Training

EdgeFirst Studio supports training of Vision models using ModelPack tasked for image object detection and the training of "Fusion" models tasked for predicting the object's position in the field. During training, the datasets with 2D annotations (segmentation masks and 2D bounding boxes) are used for training ModelPack and 3D annotations (3D bounding boxes) are used for training Fusion.

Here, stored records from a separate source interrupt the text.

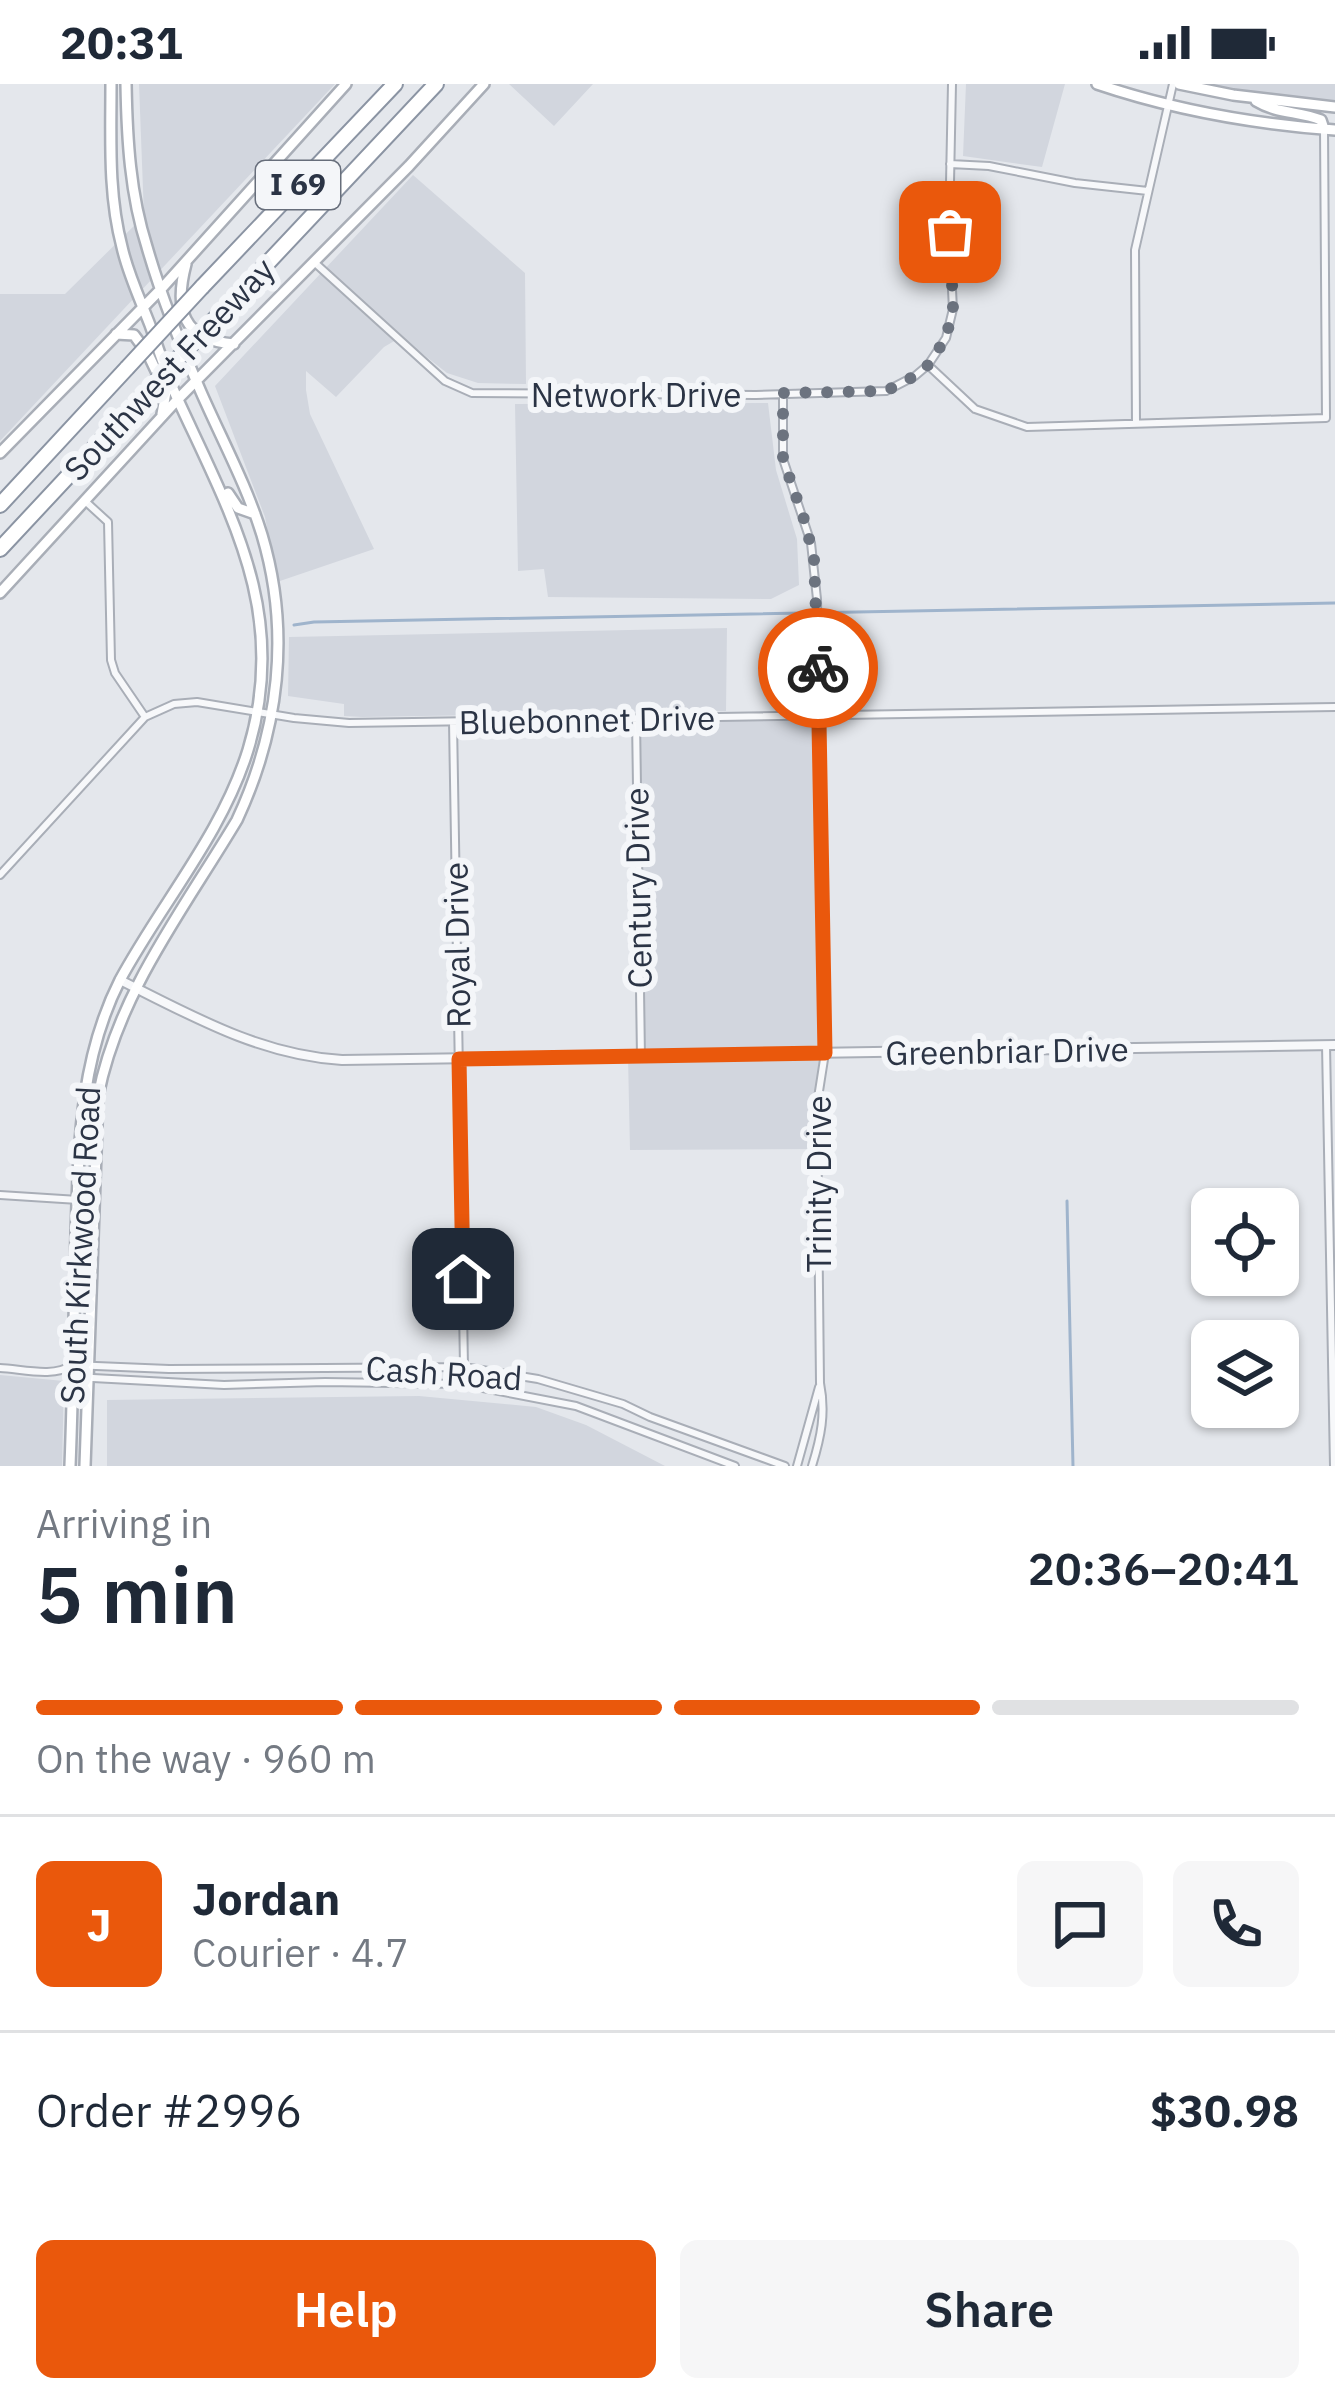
<!DOCTYPE html>
<html lang="en">
<head>
<meta charset="utf-8">
<style>
	body { margin:0; font-family:"IBM Plex Sans",sans-serif; background:#f6f6f7; color:#1f2937; height:100vh; display:flex; flex-direction:column; font-size:45px; white-space:nowrap }
	* { box-sizing:border-box; margin:0 }
	p { font-size:39px; color:#747a83 }
	.icon { flex:none; width:66px; height:66px; fill:none; stroke:currentColor; stroke-width:2; stroke-linecap:round; stroke-linejoin:round }
	.map { position:relative; height:1382px; overflow:hidden }
	.side { display:flex; flex-direction:column; background:#fff; flex:1 }
	.side>* { flex:none }
	.fabs { position:absolute; left:1191px; top:1104px; display:grid; gap:24px }
	.fabs a { display:grid; place-items:center; width:108px; height:108px; border-radius:18px; background:#fff; box-shadow:0 3px 9px #0004; font-size:60px }
	.pin { position:absolute; display:grid; place-items:center; width:102px; height:102px; color:#fff; margin:-51px; border-radius:24px; box-shadow:0 6px 18px #0006 }
	.courier { position:absolute; display:grid; place-items:center; width:120px; height:120px; margin:-60px; border:9px solid #ea580c; border-radius:50%; background:#fff; color:#222; box-shadow:0 3px 15px #0007 }
	.overview em { font-style:normal; font-weight:600 }
	.overview div { display:flex; flex-direction:column-reverse }
	.overview { display:flex; align-items:center; justify-content:space-between; height:204px; padding:0 36px }
	h1 { font-size:78px; font-weight:600; line-height:90px }
	.bar { display:grid; grid-template-columns:repeat(4,1fr); gap:18px 12px; align-content:center; height:144px; padding:0 36px }
	.bar i { height:15px; border-radius:9px; background:#e0e1e3 }
	.bar .selected { background:#ea580c }
	.bar p { grid-column:span 4 }
	.line { display:flex; align-items:center; gap:30px; padding:0 36px; border-top:3px solid #e0e1e3 }
	.line div { flex:1 }
	.round { display:grid; place-items:center; flex:none; width:126px; height:126px; border-radius:18px; background:#f6f6f7 }
	.action { display:flex; gap:24px; margin-top:auto; padding:24px 36px }
	.action a { flex:1; height:138px; border-radius:18px; background:#ea580c; color:#fff; font-size:48px; font-weight:600; line-height:138px; text-align:center }
	.action a+a { background:#f6f6f7; color:#1f2937 }
	.status { display:flex; justify-content:space-between; align-items:center; height:84px; padding:0 60px; background:#fff; direction:ltr }
	.status svg { height:33px; fill:currentColor }
	.map>svg:first-child { display:block }
	.built { fill:#d2d6de }
	.lines { fill:none; stroke-linecap:round; stroke-linejoin:round }
	.stream { stroke:#9fb4cc; stroke-width:3 }
	.minor-casing { stroke:#a9aeb7; stroke-width:10 }
	.tertiary-casing { stroke:#a9aeb7; stroke-width:12 }
	.secondary-casing { stroke:#a9aeb7; stroke-width:14 }
	.motorway-casing { stroke:#8b94a3; stroke-width:18 }
	.minor { stroke:#f7f8fa; stroke-width:6 }
	.tertiary { stroke:#f7f8fa; stroke-width:8 }
	.secondary { stroke:#fff; stroke-width:9 }
	.motorway { stroke:#fff; stroke-width:14 }
	.motorway-bridge-casing { stroke:#8b94a3; stroke-width:18; stroke-linecap:butt }
	.motorway-bridge { stroke:#fff; stroke-width:14 }
	.done { stroke:#6c737f; stroke-width:12; stroke-dasharray:0 21.6 }
	.route { stroke:#ea580c; stroke-width:15 }
	.labels { text-anchor:middle; stroke-width:12; stroke-linejoin:round; paint-order:stroke }
	.shield { fill:#f4f6f9; stroke:#676e7b; stroke-width:3 }
	.shield-label { font-size:30px; font-weight:bold; fill:#2b3445 }
	.street-label { font-size:33px; fill:#2b3445; stroke:#f4f6f9 }
</style>
</head>
<body>
<div class="status"><b>20:31</b><svg viewBox="0 0 49 12"><path d="M0 12V9h3v3zM5 12V6h3v6zM10 12V3h3v9zM15 12V0h3v12zM26 1h20v11H26zM47 4h2v5h-2z"/></svg></div>
<div class="map">
<svg width="1335" height="1382" viewBox="0 0 1335 1382">
	<rect width="100%" height="100%" fill="#e4e7ec"/>
	<path class="built" d="M139 0H335L0 357V210H65L144 132Z
		M509 0H593L554 42Z
		M966 0H1065L1042 83 963 72Z
		M1197 0H1335V19L1222 6Z
		M413 91 525 189 526 300 478 299 447 289 401 253 384 263 336 313 306 287V306L310 330 374 465 277 498 265 433 215 302Z
		M768 319 776 386 797 455 799 501 771 515 548 513 544 485 518 487 515 320Z
		M727 544 726 627 362 633 344 632V620L288 612 289 553Z
		M819 632 825 969 818 1005 817 1065 630 1066 628 973H640L636 635Z
		M0 1291 64 1297 62 1382H0Z
		M419 1312 536 1323 586 1341 665 1382H107V1316Z"/>
	<g class="lines">
		<path class="stream" d="M294 541 314 538 1335 519
			M1067 1117 1073 1382"/>
		<defs>
			<path id="minor" d="M950 80 989 82 1075 99 1148 107
				M314 178 445 297 472 309 756 311 886 307 915 292 928 281 946 254 953 225 949 148 952 0
				M928 281 975 325 1027 343 1326 334 1324 45
				M783 309V375L811 459 817 515 825 969 817 1020 820 1299C826 1329 821 1353 812 1382
				M1136 339 1135 166 1173 0
				M85 417 108 438 111 576 115 589 145 633
				M636 635 641 973
				M453 638 464 1283 462 1300
				M0 791 145 633 174 620 197 618 294 634 349 639 1335 623
				M1326 961 1334 1382
				M0 1111 94 1117
				M0 1284C22 1285 54 1294 72 1281L169 1285 464 1283 538 1295 623 1320 650 1333 785 1382
				M74 1293 224 1301 325 1298 462 1300 576 1322 735 1382
				M797 1382 819 1303"/>
			<path id="tertiary" d="M120 896C192 932 260 971 342 976L1335 961"/>
			<path id="secondary" d="M1097 0C1174 26 1254 40 1335 46
				M1179 0 1233 11 1335 23
				M1256 17C1277 30 1299 27 1321 36L1324 45
				M186 180C174 225 182 256 234 260
				M116 250 134 251 148 270 166 308 162 330
				M0 369 162 204 346 0
				M228 409 238 424 255 430
				M0 509 178 315 409 82 484 0
				M70 1382C73 1305 74 1227 76 1150 79 1062 79 977 120 896 161 820 222 750 248 666 289 532 233 435 179 318 167 293 159 266 150 241 140 215 128 190 122 163 108 110 111 55 111 0
				M85 1382 98 1012C118 909 184 825 237 736 279 646 291 548 262 451 247 402 222 356 201 308 181 262 161 212 147 163 130 110 127 55 126 0"/>
			<path id="motorway" d="M202 203 395 0
				M215 235 436 0
				M0 421 127 284
				M0 465 142 313"/>
		</defs>
		<use href="#minor" class="minor-casing"/>
		<use href="#tertiary" class="tertiary-casing"/>
		<use href="#secondary" class="secondary-casing"/>
		<use href="#motorway" class="motorway-casing"/>
		<use href="#minor" class="minor"/>
		<use href="#tertiary" class="tertiary"/>
		<use href="#secondary" class="secondary"/>
		<use href="#motorway" class="motorway"/>
		<defs>
			<path id="motorway-bridge" d="M127 284 202 203
				M142 313 215 235"/>
		</defs>
		<use href="#motorway-bridge" class="motorway-bridge-casing"/>
		<use href="#motorway-bridge" class="motorway-bridge"/>
	</g>
	<g class="lines">
		<path class="done" d="M818 584 814 475 805 438 783 375V309L886 307 915 292 928 281 946 254 953 224 950 148"/>
		<path class="route" d="M463 1195 459 975 825 969 818 584"/>
	</g>
	<g class="labels">
		<rect class="shield" x="256" y="77" width="84" height="48" rx="9"/>
		<g class="shield-label">
			<text x="298" y="111">I 69</text>
		</g>
		<g class="street-label">
			<text transform="translate(169 285) rotate(-47)" y="12">Southwest Freeway</text>
			<text x="636" y="323">Network Drive</text>
			<text transform="translate(587 636) rotate(-1)" y="12">Bluebonnet Drive</text>
			<text transform="translate(638 804) rotate(-91)" y="12">Century Drive</text>
			<text transform="translate(457 861) rotate(-91)" y="12">Royal Drive</text>
			<text transform="translate(1007 967) rotate(-1)" y="12">Greenbriar Drive</text>
			<text transform="translate(819 1100) rotate(-90)" y="12">Trinity Drive</text>
			<text transform="translate(80 1161) rotate(-87)" y="12">South Kirkwood Road</text>
			<text transform="translate(444 1289) rotate(4)" y="12">Cash Road</text>
		</g>
	</g>
</svg>
<div class="fabs">
<a><svg class="icon" aria-label="locate" viewBox="0 0 24 24"><circle cx="12" cy="12" r="6"/><path d="M12 2v4M12 18v4M2 12h4M18 12h4"/></svg></a>
<a><svg class="icon" aria-label="layers" viewBox="0 0 24 24"><path d="M12 4l9 5-9 5-9-5zM3 14l9 5 9-5"/></svg></a>
</div>
<div class="pin" style="left:950px;top:148px;background:#ea580c"><svg class="icon" aria-label="bag" viewBox="0 0 24 24"><path d="M5 8h14l-1 12H6zM9 8a3 3 0 0 1 6 0"/></svg></div>
<div class="pin" style="left:463px;top:1195px;background:#1f2937"><svg class="icon" aria-label="home" viewBox="0 0 24 24"><path d="M3 11l9-7 9 7M6 9v11h12V9"/></svg></div>
<div class="courier" style="left:818px;top:584px"><svg class="icon" aria-label="bike" viewBox="0 0 24 24"><circle cx="6" cy="16" r="4"/><circle cx="18" cy="16" r="4"/><path d="M6 16l4-8h5l3 8M10 8l3 8H6M13 5h3"/></svg></div>
</div>
<section class="side">
<div class="overview"><div><h1>5 min</h1><p>Arriving in</p></div><em>20:36–20:41</em></div>
<div class="bar"><i class="selected"></i><i class="selected"></i><i class="selected"></i><i></i><p>On the way · 960 m</p></div>
<div class="line" style="height:216px"><b class="round" style="background:#ea580c;color:#fff">J</b><div><b>Jordan</b><p>Courier · 4.7</p></div><a class="round"><svg class="icon" aria-label="chat" viewBox="0 0 24 24"><path d="M4 5h16v11H9l-5 4z"/></svg></a><a class="round"><svg class="icon" aria-label="phone" viewBox="0 0 24 24"><path d="M5 4h4l2 5-3 2q2 4 5 5l2-3 5 2v4C11 20 4 13 5 4z"/></svg></a></div>
<div class="line" style="height:156px"><div>Order #2996</div><b>$30.98</b></div>
<div class="action"><a>Help</a><a>Share</a></div>
</section>
</body>
</html>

Vision augmentation techniques are also applied during training to enhance the model's performance in a variety of conditions and to increase the number of training samples.

ModelPack

ModelPack is a single-sensor (single-input) architecture of Vision models tasked with detecting objects in an image via bounding boxes, segmentation masks, or both. A Vision model is a type of model that interprets images or videos to perform tasks such as object detection, image classification, and much more. EdgeFirst Studio supports Vision models tasked with object detection.

For training Vision models tasked with detecting objects in an image, follow tutorials for Training ModelPack in EdgeFirst Studio.

Fusion

A Sensor Fusion Model is a multi-sensor (multi-input) architecture that fuses Radar and Camera sensors designed for spatial perception tasks. These models can make predictions of the object's position in world coordinates. Fusion models takes the Radar cube and the Camera image as inputs to the model by default. However, the Camera or the Radar can be turned off to train specific camera-only and radar-only based Fusion models.

For training Spatial Perception Models tasked with detecting the position of the object in the field, follow tutorials for Training Fusion Models in EdgeFirst Studio.